Ripercorrendo ulteriori e successive decisioni della Corte Edu, d’altronde, si ricava la costante importanza che assume: I) la presenza di un imputato per lo svolgimento di un processo penale equo e giusto (Grande Camera, Hermi c. Italia, 18/10/2006; De Lorenzo C. Italia, 12/2/2004; Lala C. Olanda, 22/09/1994; Poitrimol C. Francia, 23/11/1993); II) l’obbligo di garantire all’imputato il diritto di essere presente nella sala di udienza – sia durante il primo procedimento nei suoi confronti sia nel corso di un nuovo processo – nell’ottica dell’articolo 6 (Stoichkov C. Bulgaria, 24/03/2005).

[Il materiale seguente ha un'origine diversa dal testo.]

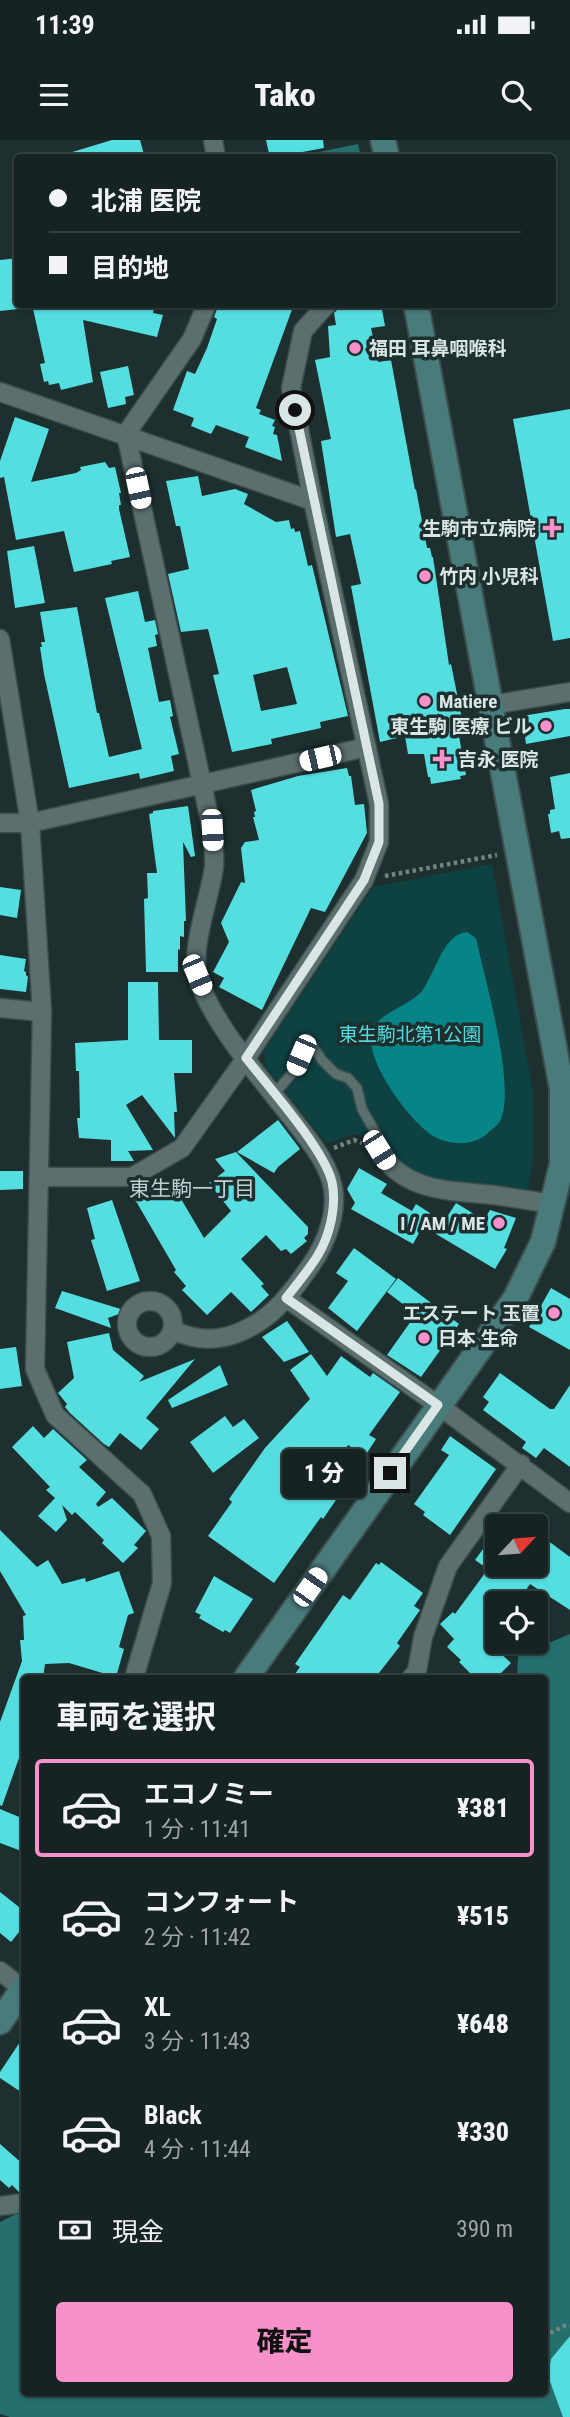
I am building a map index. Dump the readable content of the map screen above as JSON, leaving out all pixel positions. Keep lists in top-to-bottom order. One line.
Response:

Oltre a ciò, è stato altresì specificato che, né il testo, né lo spirito dell’articolo 6 della Convenzione, impediscono ad una persona di rinunciare spontaneamente alle garanzie di un processo equo in maniera espressa o tacita (Seliwiak C. Polonia 21/07/2009; Kwlatkowska C. Italia, 30/11/2000), ma, per essere considerata efficace, la rinuncia al diritto di partecipare all’udienza deve essere stabilita in modo non equivoco (Draca c. Croazia, 20/01/2022; Huzuneanu c. Italia, 01/09/2016; Battisti C. Francia, 12/12/2006; Poitrimol cit.) e deve essere frutto di una scelta consapevole sulle conseguenze processuali di tale decisione (Murtazaliyeva c. Russia, 18/12/2018; G. c. Dvroski c. Croazia, 20/10/2015; Pishchalnikov c. Russia, 24/12/2009; G.C. Salduz c. Turchia, 27/11/2008; G.C. Seydovlc c. Italia, cit.).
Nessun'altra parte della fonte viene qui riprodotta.